> _Exercise_
The stretch from the line with "context.textAlign = isNaN(turn)" through the line with "M67,258H106L105,316H67Z" in the records below: write it out exactly, and nothing else.
──────── Data provided
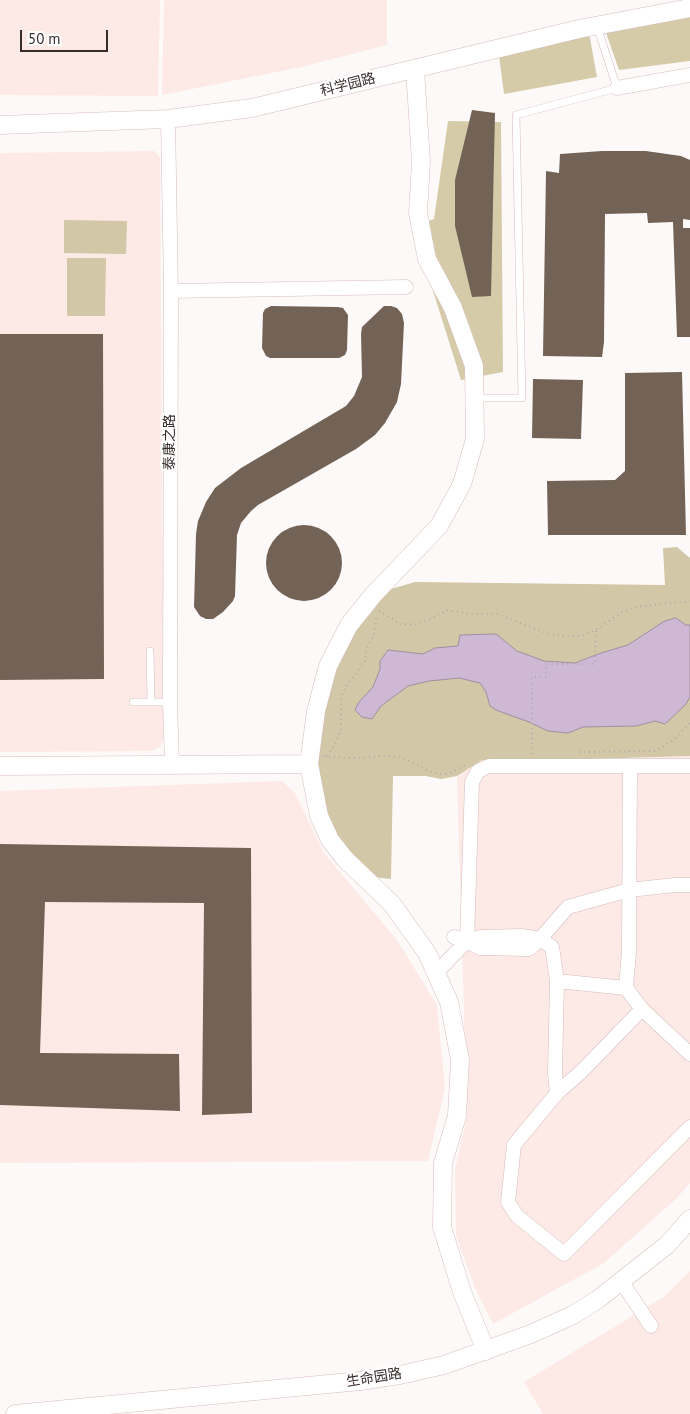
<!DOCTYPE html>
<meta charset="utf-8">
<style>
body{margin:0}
#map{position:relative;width:690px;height:1414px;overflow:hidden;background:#fef9f9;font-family:"PT Sans",sans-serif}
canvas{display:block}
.scale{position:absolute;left:20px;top:30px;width:88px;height:22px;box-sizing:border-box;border:2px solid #362d2c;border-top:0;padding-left:6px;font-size:15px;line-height:18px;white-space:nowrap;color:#362d2c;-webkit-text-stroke:4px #fff;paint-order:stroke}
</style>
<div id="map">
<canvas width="690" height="1414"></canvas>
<div class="scale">50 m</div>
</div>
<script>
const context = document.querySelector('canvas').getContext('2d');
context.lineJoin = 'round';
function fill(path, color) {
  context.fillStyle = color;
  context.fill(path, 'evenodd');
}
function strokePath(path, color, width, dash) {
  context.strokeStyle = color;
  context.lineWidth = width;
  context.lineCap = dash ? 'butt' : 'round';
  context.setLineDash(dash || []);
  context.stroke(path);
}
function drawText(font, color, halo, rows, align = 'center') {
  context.font = font + ' "PT Sans","Noto Sans SC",sans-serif';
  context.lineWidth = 5;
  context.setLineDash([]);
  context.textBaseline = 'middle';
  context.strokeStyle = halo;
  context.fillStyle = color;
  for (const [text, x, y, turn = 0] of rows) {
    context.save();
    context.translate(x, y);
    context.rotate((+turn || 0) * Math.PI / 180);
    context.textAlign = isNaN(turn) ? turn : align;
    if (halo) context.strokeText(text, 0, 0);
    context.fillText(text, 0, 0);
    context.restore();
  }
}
fill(new Path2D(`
 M0,0H160L158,96L0,95Z
 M164,0H387V45L301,67L162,95Z
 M154,151L160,157L164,740L160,747L152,751L0,752V153Z
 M690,756V1183L676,1199L604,1263L493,1324L475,1288L456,1236L455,1170L467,1116L457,776L482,760L518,761Z
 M282,781L295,793L324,853L397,940L437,1005L445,1088L428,1161L0,1163V791Z
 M690,1271V1414H543L524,1382L665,1296Z`), '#fde9e6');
fill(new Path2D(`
 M64,220L127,221L126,254L64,253Z
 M67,258H106L105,316H67Z
 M677,547L690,558V756L518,761L482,760L457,776L441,779L426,776H393L391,879L372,877L345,859L319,816L316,711L328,666L374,594L415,582L665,585L663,548Z`), '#d2c7a6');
fill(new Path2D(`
 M690,16V61L619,70L605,30Z
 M589,33L597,77L504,94L499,56Z
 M448,121L501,122L503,372L461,380L413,227L434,219Z`), '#d6cba9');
const water = new Path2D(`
 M676,618L686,625H690V697L686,704L665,724L655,721L636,726L583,727L568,733L548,731L529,722L496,710L490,706L486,692L480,683L459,678L429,681L408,686L381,706L372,719L362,717L355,710L359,702L373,687L380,669V661L388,650L423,654L435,648L458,646L460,635L496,634L517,651L544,661L575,663L601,653L628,645L663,622Z`);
fill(water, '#cfb8d4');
strokePath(water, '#a18ea2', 1);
fill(new Path2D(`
 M472,110L495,113L491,296L472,297L455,226V180Z
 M602,151H646L681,156L690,160V220L683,219V228H690V337H677L673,222L648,223L647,213L605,214L604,342L602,357L543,356L546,171L559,173L560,154Z
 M271,306L338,307L343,308L348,315L347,350L345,355L339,358H270L266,356L262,348L263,313L265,309Z
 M384,306H391L397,308L402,314L404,323L401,384L397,402L385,423L375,435L356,449L258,505L251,511L241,523L237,535L235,596L233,601L223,612L213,619H206L200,616L194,607L196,534L198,521L206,502L215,488L241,468L346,406L354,396L362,377L361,334L362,327Z
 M0,334H103L104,679L0,680Z
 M682,372L686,535H548L547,481L615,480L625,471V373Z
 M533,379L583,380L581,439L532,438Z
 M266 563a38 38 0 1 1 76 0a38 38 0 1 1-76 0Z
 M0,844L251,848L252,1113L202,1115L204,903L45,902L40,1053L179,1054L180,1111L0,1105Z`), '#736357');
const service = new Path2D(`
 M475,398H522L516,115L617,88L597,26
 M150,651L151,702
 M133,702H170`);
const minor = new Path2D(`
 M617,88L690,75
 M168,119L171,291L170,702L172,764
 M171,291L406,287
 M630,766L629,951L626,988L642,1009L582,1071L557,1093L514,1145L508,1202L517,1216L564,1254L690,1127
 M454,937L467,941L480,948L529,949L540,939L568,907L629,890L675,885H690
 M467,941L472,782L478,771L489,766H690
 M436,973L467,941L481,937L521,936L540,939L552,947L557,981L555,1073L557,1093
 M557,981L626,988
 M642,1009L690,1054
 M621,1281L651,1326`);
const tertiary = new Path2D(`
 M415,69L421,162L418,213L427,259L453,308L474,366L475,439L462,484L439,526L374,594L349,625L328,666L316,711L309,764L319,816L330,840L345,859L392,904L427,953L449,1002L460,1060L457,1116L443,1163L442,1227L462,1292L486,1351
 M0,125L168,119L252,108L579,29L690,8
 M0,766L309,764
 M15,1414L360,1381L400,1375L444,1365L531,1334L573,1315L597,1300L667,1245L690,1219`);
strokePath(service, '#d4bdba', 8);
strokePath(minor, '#d4bdba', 15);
strokePath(tertiary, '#d4bdba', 19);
strokePath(new Path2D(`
 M379,611L400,624L414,625L432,618L447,610L472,614H497L549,634L569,636H581L599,628L622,612L635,607L690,601
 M579,752L655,751L674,740L690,723
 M532,754V677H546V664H595L596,629
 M324,756C335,757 345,758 356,758C370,758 383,754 398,757C413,760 425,773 441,774C450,774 458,769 466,765
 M327,756L336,742L341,730V697L347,685L365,661L366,649L373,637L377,615`), '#b1abaa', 2, [1, 4]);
strokePath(service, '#fff', 7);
strokePath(minor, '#fff', 14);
strokePath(tertiary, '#fff', 18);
drawText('14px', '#362d2c', '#fff', [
 ["科学园路",348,85,-14],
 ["泰康之路",170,442,-90],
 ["生命园路",374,1378,-9]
]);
</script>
────────────────
> _Result below_
    context.textAlign = isNaN(turn) ? turn : align;
    if (halo) context.strokeText(text, 0, 0);
    context.fillText(text, 0, 0);
    context.restore();
  }
}
fill(new Path2D(`
 M0,0H160L158,96L0,95Z
 M164,0H387V45L301,67L162,95Z
 M154,151L160,157L164,740L160,747L152,751L0,752V153Z
 M690,756V1183L676,1199L604,1263L493,1324L475,1288L456,1236L455,1170L467,1116L457,776L482,760L518,761Z
 M282,781L295,793L324,853L397,940L437,1005L445,1088L428,1161L0,1163V791Z
 M690,1271V1414H543L524,1382L665,1296Z`), '#fde9e6');
fill(new Path2D(`
 M64,220L127,221L126,254L64,253Z
 M67,258H106L105,316H67Z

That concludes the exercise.